Where did all these brown landscapes come from? It turns out that long before the Rio Grande and the Rio Chama flowed through New Mexico, flat basins existed from southern Colorado to well south of Albuquerque. These flat basins collected the sands and gravels that flowed off the Sangre de Cristo mountains for the last 17 million years. The Sangre de Cristos Mountains have large amounts of brown granite that forms the lower flanks of the mountains above Santa Fe, and Chimayo. These granites and other rocks have eroded with streams down into the valley to form the brown Santa Fe Group rocks that dominate the landscape from Santa Fe north.
Those closed basins with flat bottoms had lakes that came and went and they were covered with a five-foot-thick layer of fine volcanic ash from a super volcano eruption far north of here 17 million years ago when the Yellowstone area was being rocked by massive volcanic eruptions. So much ash came from these distant eruptions that it blanketed the landscape over large areas. While most of it eroded away, here in the Santa Fe Group the white band of this ash is clearly visible in many places, down among younger layers of mountain sediments. The ash was covered with more local brown sediments after the end of those distant eruptions. The bed of ash gives us a good reference line as we look at how the sediments have tilted and eroded over the millions of years.
Today the Santa Fe Group, also called the Tesuque Formation, are no longer flat like they were when the ancient basin filled with stream debris from the mountains. As the land has gradually expanded to the east and west, the whole basin of sediments has tilted to the West. When you are driving from Nambe to Chimayo you can see the straight lines in the cliffs that now tilt downward. Millions of years of rain have sculpted the landscape into the spectacular “desert” we see today.
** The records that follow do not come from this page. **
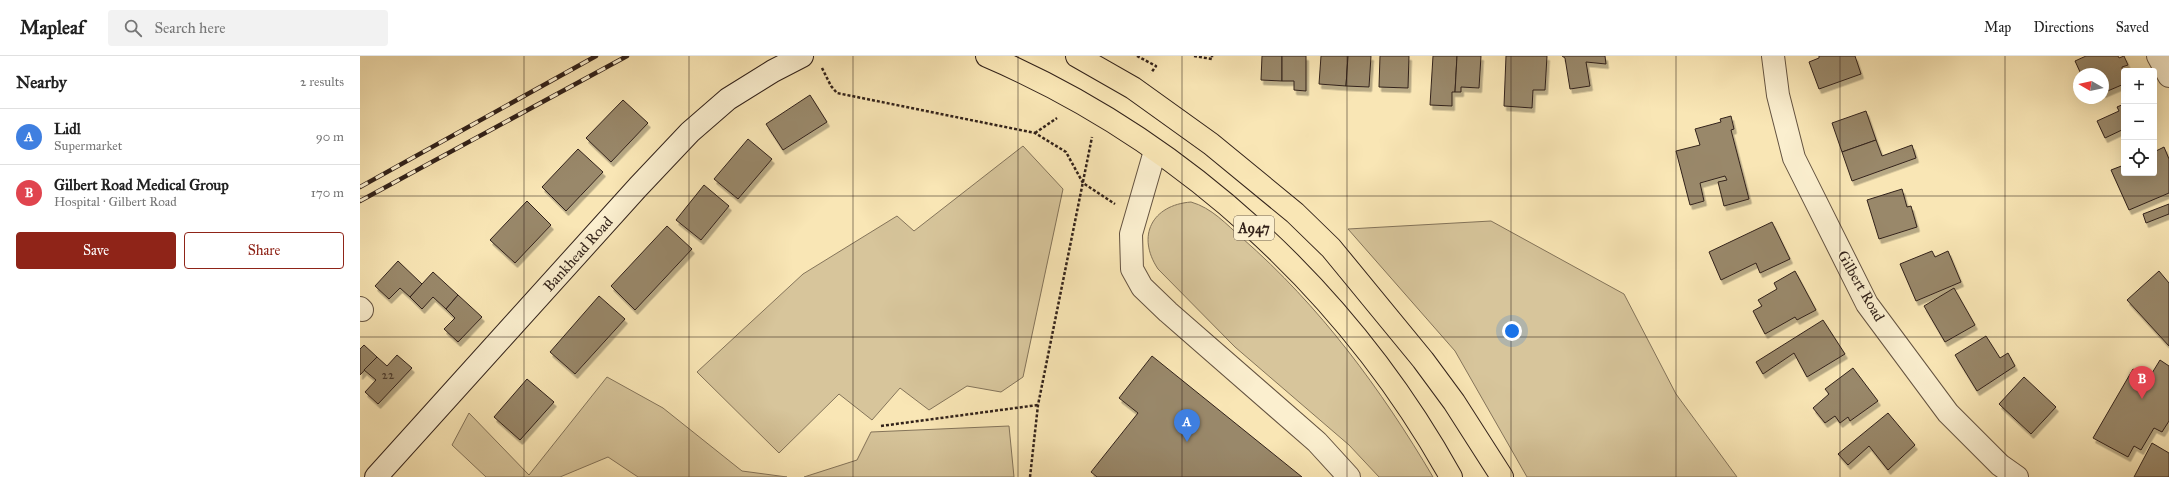 <!DOCTYPE html>
<meta charset="utf-8">
<style>
body{margin:0;font-family:"IM FELL Great Primer",serif;background:#f2f2f2;color:#222}
.controls{position:absolute;right:12px;top:12px;display:grid;overflow:hidden;border-radius:4px;box-shadow:0 4px 16px #0002}
.controls button{width:36px;height:36px;display:grid;place-items:center;padding:0;border:0;border-bottom:1px solid #e0e0e0;background:#fff;color:#222;font:20px sans-serif}
.compass{position:absolute;left:1713px;top:12px;width:36px;height:36px;border-radius:50%;background:#fff;box-shadow:0 4px 16px #0002;rotate:279deg}
.you{position:absolute;left:1152px;top:275px;width:14px;height:14px;margin:-10px;border:3px solid #fff;border-radius:50%;background:#1a73e8;box-shadow:0 0 0 6px #1a73e833}
.badge{display:grid;place-items:center;width:26px;height:26px;border-radius:50%;background:#8f2418;color:#fff;font-size:13px;font-weight:700}
.pin{position:absolute;translate:-50% -33px;filter:drop-shadow(0 1px 2px #0008)}
.pin::after{content:'';position:absolute;top:21px;width:14px;height:12px;background:inherit;clip-path:polygon(0 0,100% 0,50% 100%)}
.list{margin:0;padding:0;list-style:none}
h2{display:flex;justify-content:space-between;align-items:center;height:52px;margin:0;padding:0 16px;font-size:17px}
h2 small{font-size:13px;font-weight:400;color:#767676}
.list li{display:grid;grid-template-columns:26px 1fr auto;gap:12px;align-items:center;box-sizing:border-box;height:56px;padding:0 16px;border-top:1px solid #e0e0e0}
.list b{display:block;font-size:15px;white-space:nowrap}
.list p{margin:0;font-size:13px;white-space:nowrap;color:#767676}
.list em{font-size:13px;font-style:normal;color:#767676}
.actions{display:flex;gap:8px;padding:12px 16px}
.actions a{flex:1;padding:9px 0;border:1px solid #8f2418;border-radius:4px;text-align:center;font-size:14px;color:#8f2418}
.actions .main{background:#8f2418;color:#fff}
.icon{flex:none;width:22px;height:22px;fill:none;stroke:currentColor;stroke-width:2;stroke-linecap:round;stroke-linejoin:round}
.map{position:relative;flex:none;width:1809px;height:421px;overflow:hidden}
header{display:flex;align-items:center;gap:24px;box-sizing:border-box;height:56px;padding:0 20px;background:#fff;border-bottom:1px solid #e0e0e0}
header strong{font-size:19px}
nav{display:flex;gap:22px;margin-inline-start:auto;font-size:14px}
.search{width:280px;height:36px;background:#f2f2f2;display:flex;align-items:center;gap:10px;box-sizing:border-box;padding:0 14px;border-radius:4px;color:#767676;font-size:15px}
main{display:flex}
aside{flex:1;background:#fff}
.map>svg:first-child{display:block}
.green{fill:#d7c59b;stroke:#84745a}
.building{fill:#99886b;stroke:#32221a;filter:url(#shadow)}
.lines{fill:none;stroke-linecap:round;stroke-linejoin:round}
.street-casing{stroke:#645341;stroke-width:24}
.secondary-casing{stroke:#32221a;stroke-width:24}
.primary-casing{stroke:#32221a;stroke-width:24}
.path{stroke:#32221a;stroke-width:2.5;stroke-dasharray:3 2;stroke-linecap:butt}
.street{stroke:#fbefcf;stroke-width:22}
.secondary{stroke:#fbefcf;stroke-width:22}
.primary{stroke:#f9e6b5;stroke-width:22}
.rail-casing{stroke:#32221a;stroke-width:4.5}
.rail{stroke:#fbefcf;stroke-width:3;stroke-dasharray:9;stroke-linecap:butt}
.grid{fill:none;stroke:#32221a;stroke-width:1;stroke-opacity:0.55}
.labels{text-anchor:middle;dominant-baseline:central;stroke-width:3;stroke-linejoin:round;paint-order:stroke}
.number-label{font-size:13px;fill:#4c3c2e}
.shield{fill:#fbefcf;stroke:#6e6050;stroke-width:1}
.shield-label{font-size:14px;font-weight:bold;fill:#32221a}
.street-label{font-size:15px;fill:#32221a;stroke:#fbefcf}
</style>
<header>
<strong>Mapleaf</strong>
<div class="search"><svg class="icon" aria-label="search" viewBox="0 0 24 24"><circle cx="10" cy="10" r="6"/><path d="M15 15l6 6"/></svg>Search here</div>
<nav><a>Map</a><a>Directions</a><a>Saved</a></nav>
</header>
<main>
<aside>
<h2>Nearby<small>2 results</small></h2>
<ul class="list">
<li><span class="badge" style="background:#3f7fe0">A</span><div><b>Lidl</b><p>Supermarket</p></div><em>90 m</em></li>
<li><span class="badge" style="background:#e0444e">B</span><div><b>Gilbert Road Medical Group</b><p>Hospital · Gilbert Road</p></div><em>170 m</em></li>
</ul>
<div class="actions"><a class="main">Save</a><a>Share</a></div>
</aside>
<div class="map">
<svg width="1809" height="421" viewBox="0 0 1809 421">
<defs>
<filter id="shadow"><feDropShadow dx="2.5" dy="4.5" stdDeviation="0" flood-color="#0004"/></filter>
</defs>
<rect width="100%" height="100%" fill="#f9e6b5"/>
<filter id="stains"><feTurbulence type="fractalNoise" baseFrequency=".005" numOctaves="4"/><feColorMatrix values="0 0 0 0 .2 0 0 0 0 .09 0 0 0 0 .02 0 0 0 .5 -.17"/></filter>
<radialGradient id="worn" r=".72"><stop offset=".6" stop-color="#630" stop-opacity="0"/><stop offset="1" stop-color="#630" stop-opacity=".3"/></radialGradient>
<g class="green">
<path d="M663 90 703 133 663 321 641 336 607 330 569 354 540 332 512 364 479 338 419 397 337 316 443 218 537 160 554 175Z"/>
<path d="M831 146C852 152 866 168 882 182 960 250 1021 333 1073 421H1019L989 389 875 291 798 213C776 180 792 149 831 146Z"/>
<path d="M1131 165 1264 238 1316 338 1377 421H1167L1095 295 988 173Z"/>
<path d="M247 321 303 352 382 415 427 421H278L248 401 200 421H126L92 389 109 357 169 419Z"/>
<path d="M649 370 654 421H444L497 404 511 376Z"/>
</g>
<g class="building">
<path d="M902 0H922V25L901 24Z"/>
<path d="M922 0H946V35L934 34V25H922Z"/>
<path d="M961 0H988L986 30 959 28Z"/>
<path d="M988 0H1011L1009 31 986 30Z"/>
<path d="M1020 0H1049L1048 32 1019 31Z"/>
<path d="M1073 0H1097L1095 36H1092V50L1070 49Z"/>
<path d="M1097 0H1121L1119 32 1101 31V36H1095Z"/>
<path d="M1146 0H1187L1185 34H1173L1172 52 1144 50Z"/>
<path d="M1202 0H1245L1246 8 1226 6 1230 30 1210 33 1205 2Z"/>
<path d="M1459 0H1495L1501 18 1459 33 1449 6 1459 2Z"/>
<path d="M1726 0H1758L1759 2 1764 0 1768 9 1762 11 1764 28 1743 37V18H1721L1715 5Z"/>
<path d="M450 39 467 66 423 94 406 68Z"/>
<path d="M263 44 288 67 251 106 226 82Z"/>
<path d="M1764 48V73L1745 82 1737 65 1759 55 1757 51Z"/>
<path d="M1506 55 1516 84 1482 96 1472 67Z"/>
<path d="M1371 60 1374 73 1371 74 1389 143 1364 150 1358 126 1367 124 1365 120 1340 127 1344 145 1330 149 1316 95 1340 89 1335 73 1361 66 1360 63Z"/>
<path d="M388 83 412 103 378 143 354 123Z"/>
<path d="M1516 84 1522 100 1552 89 1556 102 1492 125 1482 96Z"/>
<path d="M1804 91 1809 103V137L1769 154 1751 114 1764 109V117H1794V96Z"/>
<path d="M218 93 243 116 206 155 182 131Z"/>
<path d="M344 129 369 150 341 184 316 164Z"/>
<path d="M1542 133 1547 151 1551 150 1557 171 1519 183 1507 144Z"/>
<path d="M167 145 191 169 155 207 130 184Z"/>
<path d="M1809 148V158L1786 167 1783 158Z"/>
<path d="M1412 166 1430 203 1400 217 1396 207 1361 224 1349 196Z"/>
<path d="M307 170 332 193 275 254 251 230Z"/>
<path d="M1572 195 1575 201 1588 195 1601 226 1556 245 1540 208Z"/>
<path d="M38 205 62 228 50 241 40 232 29 243 15 230Z"/>
<path d="M1435 215 1456 254 1437 264 1435 261 1405 278 1393 255 1402 250 1398 244 1417 233 1414 227Z"/>
<path d="M1799 215 1809 227V290L1767 244Z"/>
<path d="M73 216 98 239 86 253 73 241 62 253 50 241Z"/>
<path d="M1594 232 1615 269 1585 286 1564 250Z"/>
<path d="M98 239 122 261 98 286 84 273 95 262 86 253Z"/>
<path d="M239 240 265 263 215 318 190 296Z"/>
<path d="M1463 264 1485 298 1447 321 1434 297 1403 318 1396 306Z"/>
<path d="M1626 280 1640 302 1648 297 1655 310 1617 335 1595 299Z"/>
<path d="M4 289 17 301 0 319V293Z"/>
<path d="M37 299 52 312 18 348 5 336 16 324 4 314 17 301 27 310Z"/>
<path d="M792 300 942 421H737L731 416 778 357 759 342Z"/>
<path d="M1800 304 1809 310V365L1802 376 1794 372 1781 394 1774 390 1768 401 1733 382 1773 313 1789 322Z"/>
<path d="M1493 312 1518 345 1490 365 1488 361 1480 367 1475 360 1465 367 1453 352 1469 338 1465 333Z"/>
<path d="M1664 321 1696 351 1671 378 1639 348Z"/>
<path d="M167 323 194 346 160 384 134 361Z"/>
<path d="M1528 357 1555 389 1528 414 1509 390 1488 409 1478 398Z"/>
<path d="M1792 387 1809 397V421H1774Z"/>
</g>
<g class="lines">
<defs>
<g id="street">
<path d="M1413 0 1418 39 1434 102 1507 248 1588 357 1640 409 1657 421"/>
<path d="M1798 0 1809 20"/>
<path d="M795 95 771 178 772 213 782 231 808 256 957 386 989 421"/>
<path d="M0 252 2 254"/>
</g>
<path id="secondary" d="M16 421 278 131 330 76 368 43 413 15 442 0"/>
<g id="primary">
<path d="M627 0C823 84 988 236 1091 421"/>
<path d="M717 0 773 32 851 88 935 157 971 192 1063 304 1094 346 1142 421"/>
</g>
</defs>
<use href="#street" class="street-casing"/>
<use href="#secondary" class="secondary-casing"/>
<use href="#primary" class="primary-casing"/>
<g class="path">
<path d="M777 0 796 10 791 17"/>
<path d="M834 0 852 3V0"/>
<path d="M462 12 471 30 477 37 675 77 706 96 723 127 755 148"/>
<path d="M675 77 697 62"/>
<path d="M521 370 678 349"/>
<path d="M670 421 678 349 732 81"/>
</g>
<use href="#street" class="street"/>
<use href="#secondary" class="secondary"/>
<use href="#primary" class="primary"/>
<defs>
<g id="rail">
<path d="M0 131 236 0"/>
<path d="M0 145 267 0"/>
</g>
</defs>
<use href="#rail" class="rail-casing"/>
<use href="#rail" class="rail"/>
</g>
<path class="grid" d="M164 0V421M329 0V421M493 0V421M658 0V421M822 0V421M987 0V421M1151 0V421M1316 0V421M1480 0V421M1645 0V421M0 140H1809M0 281H1809"/>
<g class="labels">
<g class="number-label">
<text x="28" y="319">22</text>
</g>
<rect class="shield" x="874" y="160" width="40" height="24" rx="3"/>
<g class="shield-label">
<text x="894" y="172">A947</text>
</g>
<g class="street-label">
<text transform="translate(218 198) rotate(-48)">Bankhead Road</text>
<text transform="translate(1501 230) rotate(60)">Gilbert Road</text>
</g>
</g>
<rect width="100%" height="100%" filter="url(#stains)"/>
<rect width="100%" height="100%" fill="url(#worn)"/>
</svg>
<div class="controls">
<button>+</button>
<button>−</button>
<button><svg class="icon" aria-label="locate" viewBox="0 0 24 24"><circle cx="12" cy="12" r="6"/><path d="M12 2v4M12 18v4M2 12h4M18 12h4"/></svg></button>
</div>
<svg class="compass" viewBox="-18 -18 36 36"><path d="M0-13l5 13h-10z" fill="#e53935"/><path d="M0 13l5-13h-10z" fill="#767676"/></svg>
<div class="you"></div>
<div class="pin badge" style="left:827px;top:386px;background:#3f7fe0">A</div>
<div class="pin badge" style="left:1782px;top:343px;background:#e0444e">B</div>
</div>
</main>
Stop, if you can, and take a walk into the wilderness of bluff, arroyos, cliffs, faults, and hoodoos. Even if you are baffled by the geologic history, enjoy the basic reality that we are living in a constantly changing landscape that will look vastly different than it does now thousands of years in the future when humans are gone and the natural world has slowly rebuilt itself from the massive environmental destruction that people are causing today including mass extinctions of wildlife, tremendous amounts of plastic waste, and air pollution that is changing the climate with extreme effects on the land and oceans.
This is a beautiful region and knowing the basic geologic story can make the scenery come alive in your imagination. The wonder of it all is dazzling.